# Aim of the task
Once you find the line with "function strokePath(path, color, width, dash)" in the entries below, return exactly every line from it through the line with "M441,54H455L453,112Z".

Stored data
————————

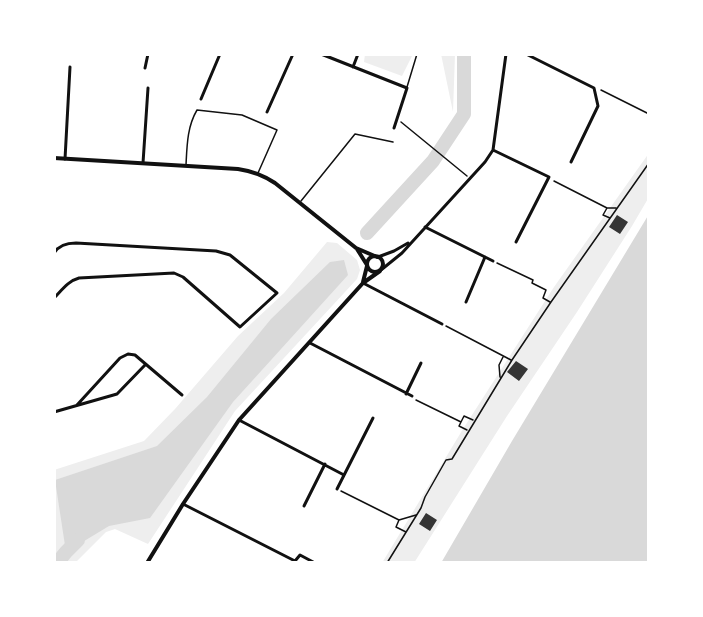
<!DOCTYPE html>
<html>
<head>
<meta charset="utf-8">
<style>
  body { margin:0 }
  #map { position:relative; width:703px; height:617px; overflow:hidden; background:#fff; font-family:"Source Sans 3",sans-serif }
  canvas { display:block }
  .frame { position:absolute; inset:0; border:56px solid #fff; pointer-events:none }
</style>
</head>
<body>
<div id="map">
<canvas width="703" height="617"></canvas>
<div class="frame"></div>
</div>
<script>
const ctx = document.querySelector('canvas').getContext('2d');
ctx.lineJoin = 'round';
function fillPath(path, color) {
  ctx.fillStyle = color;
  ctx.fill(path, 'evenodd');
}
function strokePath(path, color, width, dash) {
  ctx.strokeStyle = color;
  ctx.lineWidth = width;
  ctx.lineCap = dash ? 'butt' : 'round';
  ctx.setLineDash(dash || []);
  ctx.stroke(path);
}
const green = new Path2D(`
  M365,54H413L402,76L364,62Z
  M441,54H455L453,112Z
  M649,153V197L632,226L577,312L507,416L414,563H382L463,429L554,287Z
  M327,242L337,243L357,260L360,270L357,279L235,411L148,544L115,529L106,532L75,563H54V470L144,441L175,409L238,336L284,293Z`);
const water = new Path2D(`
  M649,214V563H441L512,441Z
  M344,260L348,275L233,402L150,518L109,526L66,552L55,480L157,446L207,397L271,319L330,262Z`);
const river = new Path2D(`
  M367,233L433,161L464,114V54
  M57,563L66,552L78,540`);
const building = new Path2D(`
  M617,215L628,222L620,234L609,227Z
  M516,361L528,369L519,381L507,372Z
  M426,513L437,520L430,531L419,524Z`);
const path = new Path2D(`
  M601,90L649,114
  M401,122L467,176
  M554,181L607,208
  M610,218L603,215L607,208H616
  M497,263L533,280L532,283L546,290L543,298L550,302
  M446,326L511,360
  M500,377L499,365L503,357
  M416,400L461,422
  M467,430L459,426L464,416L473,420
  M341,491L399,520
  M406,532L396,527L399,520L416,515
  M387,563L421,508L425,497L446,460L452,459L512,360L551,302L649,163`);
const service = new Path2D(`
  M407,87L417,54
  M186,165C187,146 187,127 197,110L242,115L277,130L258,173
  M301,201L355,134L393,142`);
const minor = new Path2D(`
  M321,54L407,88L394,128
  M526,54L594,88L598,106L571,162
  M353,67L358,54
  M145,68L148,54
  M201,99L220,54
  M267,112L293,54
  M493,150L549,177L516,242
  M65,159L70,67
  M143,163L148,88
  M425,227L493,261
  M54,253C59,245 67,243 76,243L216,251L230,255L277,293L240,327L183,277L174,273L79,278C68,281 62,290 54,298
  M378,257L394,251L408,243
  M381,270L402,253L485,162L493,150L506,54
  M363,283L442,324
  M466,302L485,257
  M310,343L412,396
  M406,394L421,363
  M77,405L120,358L128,354L135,355L182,395
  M54,412L117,394L146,364
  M239,420L344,475
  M337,489L373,418
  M183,504L295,561
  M304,506L325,464
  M295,561L300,555L315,563`);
const tertiary = new Path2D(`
  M54,158L238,169C252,171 263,175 275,183L356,248L377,257
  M357,249L367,265
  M367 264a8 8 0 1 1 16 0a8 8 0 1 1-16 0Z
  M363,282L367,266
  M147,563L183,504L239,420L363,283L380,271`);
fillPath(green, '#eee');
fillPath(water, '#d9d9d9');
strokePath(river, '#d9d9d9', 14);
fillPath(building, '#353535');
strokePath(path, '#111', 1.5);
strokePath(service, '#111', 1.5);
strokePath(minor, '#111', 3);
strokePath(tertiary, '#111', 4);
</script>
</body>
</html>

————————

# Answer
function strokePath(path, color, width, dash) {
  ctx.strokeStyle = color;
  ctx.lineWidth = width;
  ctx.lineCap = dash ? 'butt' : 'round';
  ctx.setLineDash(dash || []);
  ctx.stroke(path);
}
const green = new Path2D(`
  M365,54H413L402,76L364,62Z
  M441,54H455L453,112Z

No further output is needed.